%%

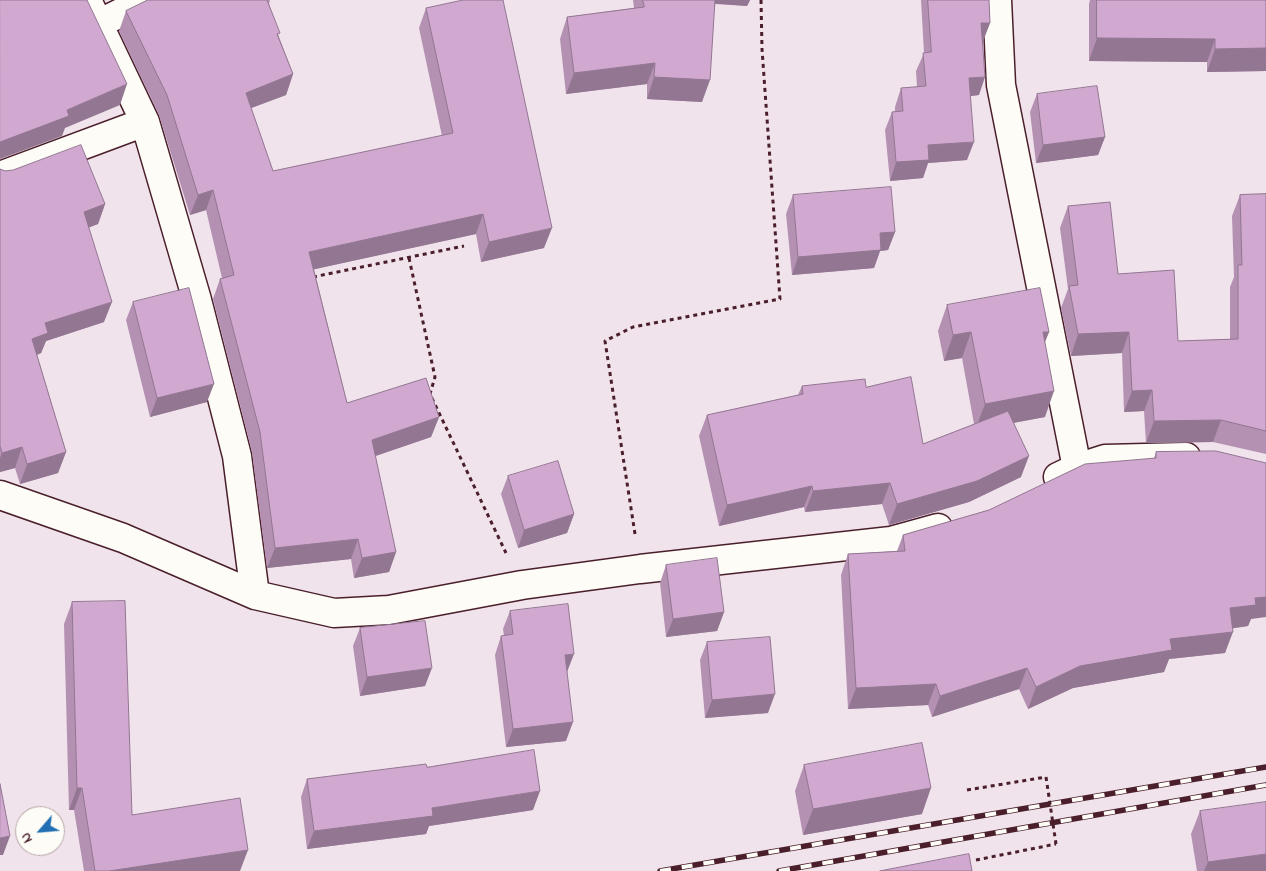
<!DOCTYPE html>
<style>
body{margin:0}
#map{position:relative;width:1266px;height:871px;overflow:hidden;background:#f0e3eb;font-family:"Indie Flower",sans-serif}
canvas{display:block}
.north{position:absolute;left:15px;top:806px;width:50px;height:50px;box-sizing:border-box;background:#fdfcf7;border:1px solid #b5a4a5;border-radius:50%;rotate:243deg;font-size:14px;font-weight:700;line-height:20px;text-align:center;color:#4a1f2b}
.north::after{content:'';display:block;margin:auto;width:18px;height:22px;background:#1f6fb2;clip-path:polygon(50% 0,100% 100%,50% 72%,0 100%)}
</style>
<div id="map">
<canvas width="1266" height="871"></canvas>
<div class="north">N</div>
</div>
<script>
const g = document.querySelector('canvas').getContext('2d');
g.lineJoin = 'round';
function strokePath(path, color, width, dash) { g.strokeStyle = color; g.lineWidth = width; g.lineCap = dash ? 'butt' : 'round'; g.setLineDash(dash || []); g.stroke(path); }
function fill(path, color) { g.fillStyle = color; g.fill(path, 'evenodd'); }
const path = new Path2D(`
 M409,258L435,377L430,394L506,553
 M313,277L464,246
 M635,534L605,341L633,327L780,299L762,49L761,0
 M967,790L1046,777
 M976,860L1056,844`);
const minor = new Path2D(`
 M87,0L145,122L197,300L237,456L255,595
 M997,0L1001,85L1077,468
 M98,24L147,0
 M0,176L145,122
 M1058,477L1077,468L1105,459L1186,457
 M0,495L123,538L255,595L334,613L389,610L522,585L640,569L891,541L938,528`);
const rail = new Path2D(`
 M660,871L1266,767
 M779,871L1266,785`);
const pathBridge = new Path2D(`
 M1046,777L1056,844`);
const wall = new Path2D(`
 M148,0H270L269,4L279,37L293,74L286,95L251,108L273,171L442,136L419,28L426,8L544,248L481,262L476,234L314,269L347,403L439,417L431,437L375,456L396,552L389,572L354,578L351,559L267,568L252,452L213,299L220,279L222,278L206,210L190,215L159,115L119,31L126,11Z
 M633,0H750L747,6L715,4L702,102L647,99V84L566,94L560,39L567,17L634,8Z
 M921,0H989L990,23L983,41L979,95L970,96L967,160L928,163L923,178L890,181L885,130L892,112L895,111V107L901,88L917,87L916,71L924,53Z
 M1090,0H1266V71L1207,72V62L1089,61V4Z
 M1037,94L1105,137L1098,155L1036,163L1030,112Z
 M0,169L105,204L98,224L88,228L104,322L46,341L41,353L37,355L66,452L58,473L20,484L15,468L0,472Z
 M1266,194V454L1213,442L1146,443L1144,411L1124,412L1122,353L1071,356L1061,308L1068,289L1060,228L1068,206L1118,274L1178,341L1230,339V287L1234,277L1232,216L1240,195Z
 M793,195L895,232L888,250L880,251L874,268L792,275L786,214Z
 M133,302L207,402L150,417L126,320Z
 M947,305L1049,332L1045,341V417L1013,423L1021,477L969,502L889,525L882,504L805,512L804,507L719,526L699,436L707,415L798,395L802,386L866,387L923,444L974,424L962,358L944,361L938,331Z
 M1156,452L1251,619L1248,626L1232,628L1225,653L1169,659L1164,672L1073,688L1028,709L1019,689L932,717L928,705L848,709L841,575L848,554L897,551L903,535L989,510L1154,458Z
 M508,476L574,514L567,533L518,548L501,494Z
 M666,565L724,612L717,631L666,637L660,583Z
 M72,602L132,815L240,871H84L74,810H69L64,624Z
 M510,611L567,672L566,741L506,747L495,655L501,636H504L503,629Z
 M360,628L425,686L360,696L353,646Z
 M707,642L768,713L705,718L700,660Z
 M804,765L922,814L803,835L795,791Z
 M427,767L533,810L429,826L426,834L307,849L301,797L307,779Z
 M1200,811L1266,871H1197L1191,834Z`);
const shadedWall = new Path2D(`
 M709,0H750L747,6L708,3Z
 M981,23H990L983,41L974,42Z
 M1097,38L1215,39L1207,62L1089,61Z
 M1266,48V71L1207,72L1215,49Z
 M655,63L647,84L566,94L574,73Z
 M293,74L286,95L238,113L246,93Z
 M654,77L710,80L702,102L647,99Z
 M985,77L979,95L962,97L969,78Z
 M127,84L120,105L65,128L62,136L0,159V142L67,110Z
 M1105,137L1098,155L1036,163L1043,145Z
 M974,142L967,160L928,163L923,178L890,181L896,162L928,145Z
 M213,190L206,210L190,215L198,195Z
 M105,204L98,224L76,232L84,212Z
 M483,214L476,234L302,272L309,252Z
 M552,228L544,248L481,262L489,242Z
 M895,232L888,250L880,251L874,268L792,275L798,257L880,233Z
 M112,302L104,322L46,341L41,353L25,360L32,339L45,323Z
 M971,332L962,358L944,361L953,335Z
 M1043,332H1049L1039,357Z
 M1129,332L1122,353L1071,356L1078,334Z
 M214,384L207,402L150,417L157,398Z
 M1152,390L1144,411L1124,412L1132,391Z
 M1054,391L1045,417L975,430L985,404Z
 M439,417L431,437L364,460L372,440Z
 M1221,420L1213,442L1146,443L1154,421Z
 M22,447L15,468L0,472V458L2,453Z
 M66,452L58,473L20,484L27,464Z
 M1029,456L1021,477L969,502L889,525L897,504Z
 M890,483L882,504L805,512L813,491Z
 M812,486L804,507L719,526L727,505Z
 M574,514L567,533L518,548L524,530Z
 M358,539L351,559L267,568L275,548Z
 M396,552L389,572L354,578L362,558Z
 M1266,597V617L1251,619L1248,626L1222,630L1230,608L1255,598Z
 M724,612L717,631L666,637L673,619Z
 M1233,632L1225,653L1169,659L1164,672L1073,688L1028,709L1036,687L1080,666L1170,639Z
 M574,654L567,672L565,655Z
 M432,668L425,686L360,696L367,677Z
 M1027,668L1019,689L932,717L940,696Z
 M936,684L928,705L848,709L856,688Z
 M775,694L768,713L705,718L712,700Z
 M573,722L566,741L506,747L513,729Z
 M77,788H82L74,810H69Z
 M931,788L922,814L803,835L813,809Z
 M540,791L533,810L429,826L426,834L307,849L314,831L432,808Z
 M10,836L3,855H0V838Z
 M248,850L240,871H109Z
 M1266,854V871H1204L1208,862Z`);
const building = new Path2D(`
 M0,0H87L127,84L67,110L69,116L0,142Z
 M148,0H267L280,33L277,34L293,74L246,93L273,171L453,133L426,8L463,0H503L552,228L489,242L483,214L309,252L347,403L426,378L439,417L372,440L396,552L362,558L358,539L275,548L260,432L220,279L234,275L213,190L198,195L167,95L126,11Z
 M643,0H715L710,80L654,77L655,63L574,73L567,17L644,7Z
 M928,0H989L990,23H981L985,77L969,78L974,142L928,145L929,160L896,162L892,112L903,111L901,88L926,86L923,53L931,52Z
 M1097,0H1266V48L1215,49V39L1097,38Z
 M1097,86L1105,137L1043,145L1037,94Z
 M81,145L105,204L84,212L112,302L45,323L48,333L32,339L66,452L27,464L22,447L2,453L0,446V169L5,171L13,170Z
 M891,187L895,232L880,233L881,250L798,257L793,195Z
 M1266,194V431L1221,420L1154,421L1152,390L1132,391L1129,332L1078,334L1069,286L1078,285L1068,206L1110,202L1118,274L1174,270L1178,341L1238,339V265H1242L1240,195Z
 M189,288L214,384L157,398L133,302Z
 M1040,288L1049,332H1043L1054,391L985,404L971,332L953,335L947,305Z
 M911,377L923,444L1008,411L1029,456L977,481L897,504L890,483L813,491L812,486L727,505L707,415L803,394L802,386L865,379L866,387Z
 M1216,451L1266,463V597L1255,598L1256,605L1230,608L1233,632L1170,639L1172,650L1080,666L1036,687L1027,668L940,696L936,684L856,688L848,554L905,551L903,535L989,510L1085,464L1156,458V452Z
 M558,461L574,514L524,530L508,476Z
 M717,558L724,612L673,619L666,565Z
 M125,601L132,815L240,798L248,850L109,871H95L82,788H77L72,602Z
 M568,604L574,654L565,655L573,722L513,729L501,636L513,634L510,611Z
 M425,621L432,668L367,677L360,628Z
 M770,637L775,694L712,700L707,642Z
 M922,743L931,788L813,809L804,765Z
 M534,750L540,791L432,808L433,816L314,831L307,779L426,764L427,767Z
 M0,784L10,836L0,838Z
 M1266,802V854L1208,862L1200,811Z
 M969,854L972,871H880Z`);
strokePath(minor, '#4a1f2b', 31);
strokePath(path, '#4a1f2b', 3, [4, 4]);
strokePath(minor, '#fdfcf7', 28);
strokePath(rail, '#4a1f2b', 5.5);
strokePath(rail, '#fdfcf7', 4, [11]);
strokePath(pathBridge, '#4a1f2b', 3, [4, 4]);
fill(wall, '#b491b3');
fill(shadedWall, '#927692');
fill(building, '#d1a9d0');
strokePath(building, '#927692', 1);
</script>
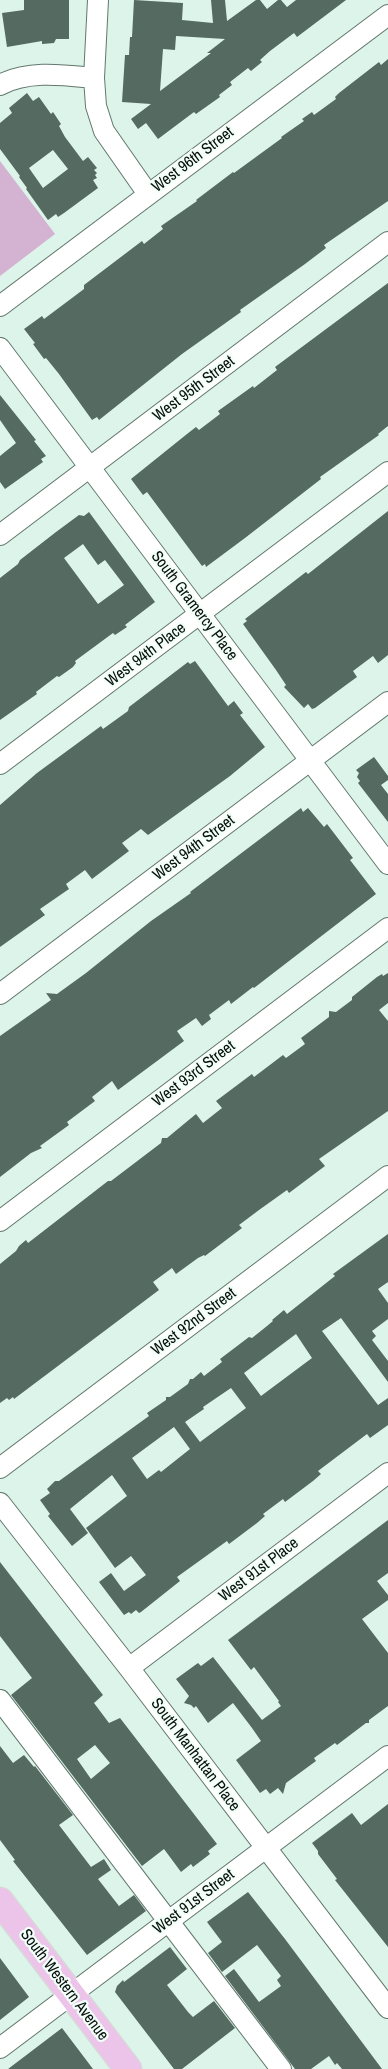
<!DOCTYPE html>
<style>
body{margin:0}
canvas{display:block;background:#dcf4e9}
</style>
<canvas width="388" height="2069"></canvas>
<script>
const c = document.querySelector('canvas').getContext('2d');
c.lineJoin = 'round';
function fillPath(path, color) {
  c.fillStyle = color;
  c.fill(path, 'evenodd');
}
function strokePath(path, color, width, dash) {
  c.strokeStyle = color;
  c.lineWidth = width;
  c.lineCap = dash ? 'butt' : 'round';
  c.setLineDash(dash || []);
  c.stroke(path);
}
function drawText(font, color, halo, rows, align = 'center') {
  c.font = font + ' "Archivo Narrow",sans-serif';
  c.lineWidth = 4.5;
  c.setLineDash([]);
  c.textBaseline = 'middle';
  c.strokeStyle = halo;
  c.fillStyle = color;
  for (const [text, x, y, turn = 0] of rows) {
    c.save();
    c.translate(x, y);
    c.rotate((+turn || 0) * Math.PI / 180);
    c.textAlign = isNaN(turn) ? turn : align;
    if (halo) c.strokeText(text, 0, 0);
    c.fillText(text, 0, 0);
    c.restore();
  }
}
fillPath(new Path2D(`
 M0 161 55 234 0 276Z`), '#d4b2d1');
fillPath(new Path2D(`
 M24 0H69V39H56L54 43 42 44V41L7 47 2 13 24 10Z
 M134 0 183 3 182 20 213 23 211 0H225L227 21 256 0H260L267 9 278 0H281L287 7 296 0H346L297 37 294 33 270 51 260 60 262 62 251 71 248 68 230 82 232 85 219 95 220 97 196 114 194 112 158 139 146 123 138 129 131 119 151 104 122 102 125 55H129L130 37H132ZM176 36 225 39 207 53H211L160 91 163 49 175 50Z
 M388 59V201L324 245 326 248 305 264 240 310 241 312 182 354 99 420 97 417 92 420 59 374 46 358 44 359 33 344 35 343 24 329 42 316 44 319 84 289V285L142 241 144 244 163 229 161 226 197 201 196 200 233 172 234 173 282 138 281 137 304 121 302 119 312 112 314 115 336 99 335 97 339 93 379 62 381 65Z
 M27 93 33 101 39 97 51 114 53 112 61 124 59 126 65 137 83 161 88 157 97 168 94 170 97 173 95 175 97 178 93 180 98 188 64 213 58 217 56 214 48 220 26 189 27 188 19 177 20 176 0 149V123L12 113 9 108ZM53 150 68 169 43 188 29 168Z
 M388 283V426L378 434 379 435 320 477 321 479 245 538 206 567 205 564 202 566 147 492 143 495 131 479 187 434 196 427 199 430 220 414 218 411 253 386 254 388 277 370 275 367Z
 M0 395 36 440 34 441 46 456 41 459 43 462 5 489 0 482V456L16 443 0 420Z
 M388 511V655L378 663 373 656 353 671 357 677 346 685 315 708 312 709 308 704 304 708 284 687 286 685 276 670 243 624 247 621 245 619 306 572 308 574Z
 M89 512 155 602 125 625 127 627 115 635 113 633 75 661 76 663 73 667 59 677 57 676 36 692 37 694 0 720V578L18 564 20 560 56 532 79 515 84 516ZM83 544 98 565 105 560 124 585 98 604 64 558Z
 M195 661 228 706 234 701 243 713 240 715 265 747 230 776 148 835 141 829 122 843 129 851 92 879 85 870 66 884 69 889 40 909 45 915 0 947V805L37 773 101 726 103 729 128 711 129 707 188 662 190 664Z
 M374 757 388 776V780L381 785 388 794V822L358 783 360 781 357 777 359 773 356 770Z
 M301 808 303 812 308 808 324 827 327 824 353 858 350 860 376 894 254 988 253 987 231 1004 229 1000 209 1015 211 1019 202 1026 196 1018 177 1031 184 1041 118 1090 112 1081 92 1097 95 1101 67 1122 69 1125 40 1146 42 1148 31 1153 0 1177V1036L51 1000 46 993 57 994 86 973 151 921 191 893 190 892Z
 M388 973V1003L379 1010 388 1021V1111L319 1159 325 1166 289 1193 287 1190 259 1210 239 1225 242 1228 205 1256 204 1255 198 1258 176 1274 172 1268 153 1282 159 1290 14 1399 13 1397 9 1400 7 1398 0 1403V1264L16 1251 19 1246 26 1240 28 1243 108 1181H111L161 1143 162 1138H167L196 1114 203 1123 222 1108 216 1101 252 1074 254 1077 283 1055 286 1058 305 1044 301 1038 329 1017V1011L336 1012 352 1000V997L377 977 382 974 383 976Z
 M388 1234V1282L378 1289 388 1303V1319L372 1331 376 1336 372 1340 388 1361V1382L341 1318 322 1331 378 1405 388 1398V1425L370 1438 367 1434 318 1471 321 1474 313 1481 285 1502 283 1499 263 1514 265 1516 257 1523 229 1544 227 1541 177 1577 180 1581 141 1612 139 1613 136 1610 131 1614 129 1612 124 1615 99 1582 111 1573 124 1591 146 1575 131 1556 115 1568 86 1528 127 1496 112 1475 70 1509 88 1533 72 1546 48 1516 50 1514 40 1500 50 1493 47 1489 55 1481H59L149 1416 147 1413 166 1400V1397H170L188 1384 190 1379H193L201 1372 204 1376 222 1362 220 1359 249 1337 252 1338 267 1326 273 1321 272 1320 284 1310 287 1314 335 1276 333 1274ZM296 1334 312 1358 261 1396 244 1373ZM231 1388 246 1408 200 1442 185 1422 204 1409 203 1407ZM174 1427 190 1449 161 1472 159 1470 147 1479 132 1458Z
 M388 1520V1573L377 1581 388 1595V1600L362 1619 388 1653V1706L369 1720V1723H366L337 1745 335 1743 314 1758 316 1761 286 1783 283 1794 278 1788 270 1794 266 1789 260 1793 236 1760 261 1741 252 1728 233 1703 208 1723 196 1706 194 1708 191 1705 184 1703 189 1696 176 1679 198 1663 201 1666 213 1657 262 1720 281 1706 278 1702 279 1701 254 1667 251 1670 228 1640Z
 M0 1562 103 1695 94 1703 109 1723 120 1718 217 1844 208 1851 210 1854 193 1867 191 1864 181 1872 164 1849 142 1866 11 1695 32 1678 0 1636ZM95 1745 110 1763 91 1779 77 1759Z
 M0 1746 13 1763 24 1755 34 1767 35 1766 73 1815 59 1825 91 1867 104 1859 111 1870 98 1879 119 1906 134 1895 146 1911 87 1955 13 1861 15 1860 0 1840Z
 M388 1804V1947L335 1880 337 1879 318 1854V1851L312 1843 352 1813 361 1825Z
 M248 1892 285 1939 382 2069H342L337 2063 335 2065 329 2056 311 2069H295L225 1976 234 1969 259 2002 281 1986 277 1980 281 1976 257 1945 222 1972 208 1953 222 1942 207 1922Z
 M170 1947 187 1969 167 1985 188 2012 193 2017 214 2001 235 2028 182 2069H174L115 1992 117 1986 123 1980 124 1982Z
 M0 1958 29 1997 0 2020Z
 M62 2028 93 2069H8Z`), '#556a60');
const minor = new Path2D(`
 M98 0 94 78 96 106 104 131 148 194
 M0 85C28 70 63 75 94 78
 M0 306 388 15
 M0 348 388 864
 M0 535 388 242
 M0 764 388 472
 M0 994 388 702
 M0 1221 388 928
 M0 1468 388 1176
 M0 1503 129 1668 388 2008
 M129 1668 388 1473
 M0 1700 281 2069
 M0 2048 388 1756`);
const major = new Path2D(`
 M0 1901 128 2069`);
strokePath(minor, '#62776d', 22);
strokePath(major, '#d7d9d8', 29);
strokePath(minor, '#fff', 20);
strokePath(major, '#ecc4e9', 26);
drawText('16px', '#080f0c', '#f1fff8', [
 ["West 96th Street",193,160,-37],
 ["West 95th Street",194,389,-37],
 ["South Gramercy Place",194,606,53],
 ["West 94th Place",146,655,-37],
 ["West 94th Street",194,848,-37],
 ["West 93rd Street",194,1074,-37],
 ["West 92nd Street",194,1322,-37],
 ["West 91st Place",259,1570,-37],
 ["South Manhattan Place",195,1755,53],
 ["West 91st Street",194,1902,-37],
 ["South Western Avenue",64,1985,53]
]);
</script>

%%

▸ **Work instruction**
The lines above from the one containing "0,100% 100%,50% 72%,0" through the one containing "g.lineJoin = 'round';" are to be set down exactly, and no others.

▸ **Response**
.north::after{content:'';display:block;margin:auto;width:18px;height:22px;background:#1f6fb2;clip-path:polygon(50% 0,100% 100%,50% 72%,0 100%)}
</style>
<div id="map">
<canvas width="1266" height="871"></canvas>
<div class="north">N</div>
</div>
<script>
const g = document.querySelector('canvas').getContext('2d');
g.lineJoin = 'round';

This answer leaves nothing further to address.